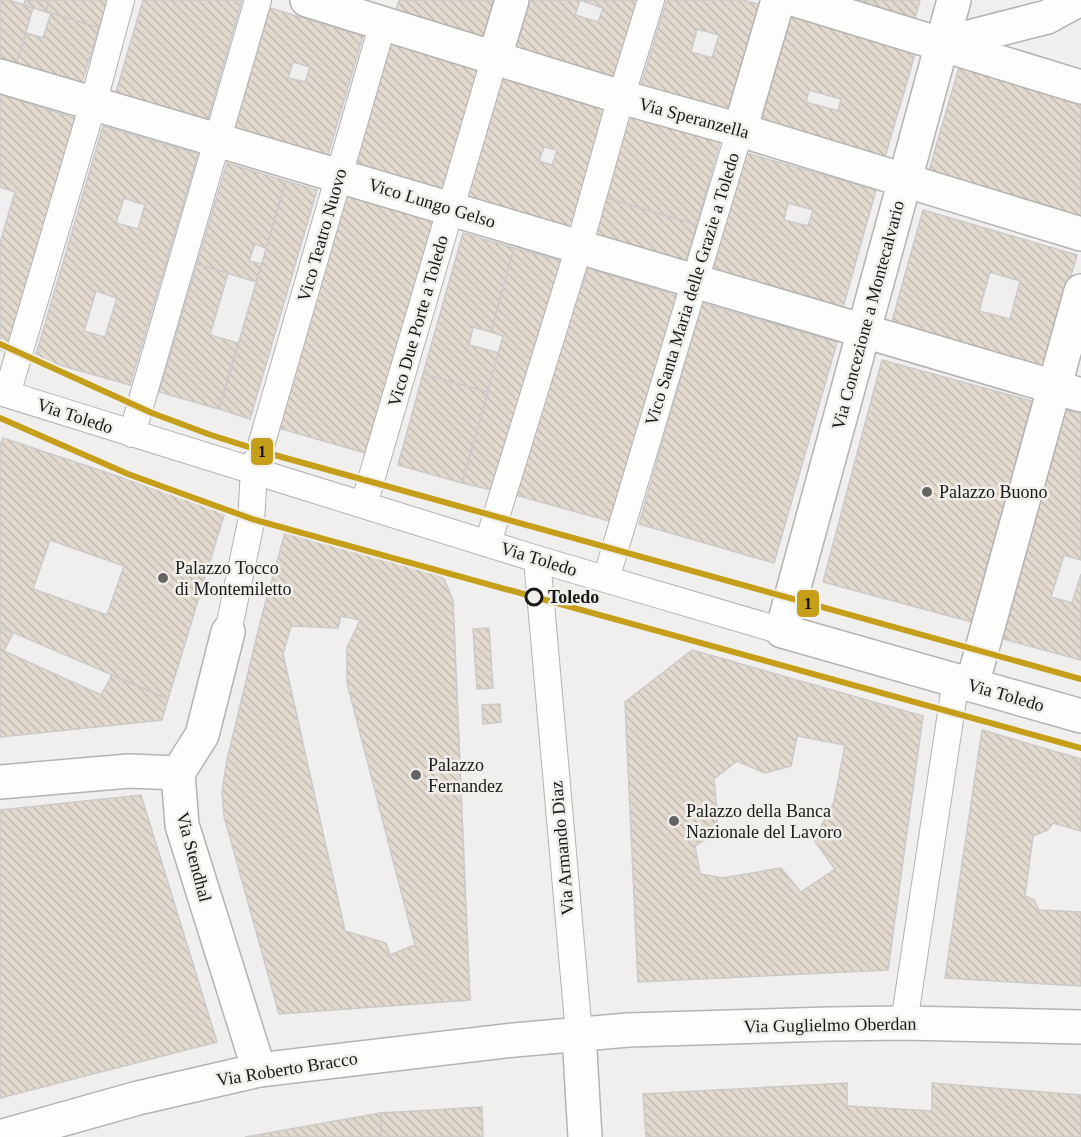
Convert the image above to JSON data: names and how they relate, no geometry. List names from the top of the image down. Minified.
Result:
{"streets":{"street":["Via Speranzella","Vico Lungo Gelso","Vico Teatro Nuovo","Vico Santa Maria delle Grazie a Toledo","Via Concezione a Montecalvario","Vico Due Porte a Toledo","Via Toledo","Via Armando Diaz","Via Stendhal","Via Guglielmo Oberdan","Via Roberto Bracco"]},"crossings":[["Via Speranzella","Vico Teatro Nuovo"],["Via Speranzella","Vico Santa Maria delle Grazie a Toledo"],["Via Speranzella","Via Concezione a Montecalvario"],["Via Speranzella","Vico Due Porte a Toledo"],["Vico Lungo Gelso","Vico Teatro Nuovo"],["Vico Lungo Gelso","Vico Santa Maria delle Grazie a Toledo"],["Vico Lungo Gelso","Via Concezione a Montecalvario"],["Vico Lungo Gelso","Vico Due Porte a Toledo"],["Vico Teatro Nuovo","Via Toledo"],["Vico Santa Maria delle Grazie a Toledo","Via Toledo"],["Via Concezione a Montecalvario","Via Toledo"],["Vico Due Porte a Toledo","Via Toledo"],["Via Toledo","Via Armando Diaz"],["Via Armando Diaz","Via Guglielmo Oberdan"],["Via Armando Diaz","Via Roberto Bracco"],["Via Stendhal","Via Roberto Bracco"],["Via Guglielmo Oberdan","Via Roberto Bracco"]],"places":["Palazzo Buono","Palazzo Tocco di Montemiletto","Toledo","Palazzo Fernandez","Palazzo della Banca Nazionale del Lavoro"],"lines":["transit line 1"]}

[Problem details]
An exact copy of the data above is required, printed without its pictures.

[Written answer]
Convert the image above to JSON data: names and how they relate, no geometry. List names from the top of the image down. Minified.
Result:
{"streets":{"street":["Via Speranzella","Vico Lungo Gelso","Vico Teatro Nuovo","Vico Santa Maria delle Grazie a Toledo","Via Concezione a Montecalvario","Vico Due Porte a Toledo","Via Toledo","Via Armando Diaz","Via Stendhal","Via Guglielmo Oberdan","Via Roberto Bracco"]},"crossings":[["Via Speranzella","Vico Teatro Nuovo"],["Via Speranzella","Vico Santa Maria delle Grazie a Toledo"],["Via Speranzella","Via Concezione a Montecalvario"],["Via Speranzella","Vico Due Porte a Toledo"],["Vico Lungo Gelso","Vico Teatro Nuovo"],["Vico Lungo Gelso","Vico Santa Maria delle Grazie a Toledo"],["Vico Lungo Gelso","Via Concezione a Montecalvario"],["Vico Lungo Gelso","Vico Due Porte a Toledo"],["Vico Teatro Nuovo","Via Toledo"],["Vico Santa Maria delle Grazie a Toledo","Via Toledo"],["Via Concezione a Montecalvario","Via Toledo"],["Vico Due Porte a Toledo","Via Toledo"],["Via Toledo","Via Armando Diaz"],["Via Armando Diaz","Via Guglielmo Oberdan"],["Via Armando Diaz","Via Roberto Bracco"],["Via Stendhal","Via Roberto Bracco"],["Via Guglielmo Oberdan","Via Roberto Bracco"]],"places":["Palazzo Buono","Palazzo Tocco di Montemiletto","Toledo","Palazzo Fernandez","Palazzo della Banca Nazionale del Lavoro"],"lines":["transit line 1"]}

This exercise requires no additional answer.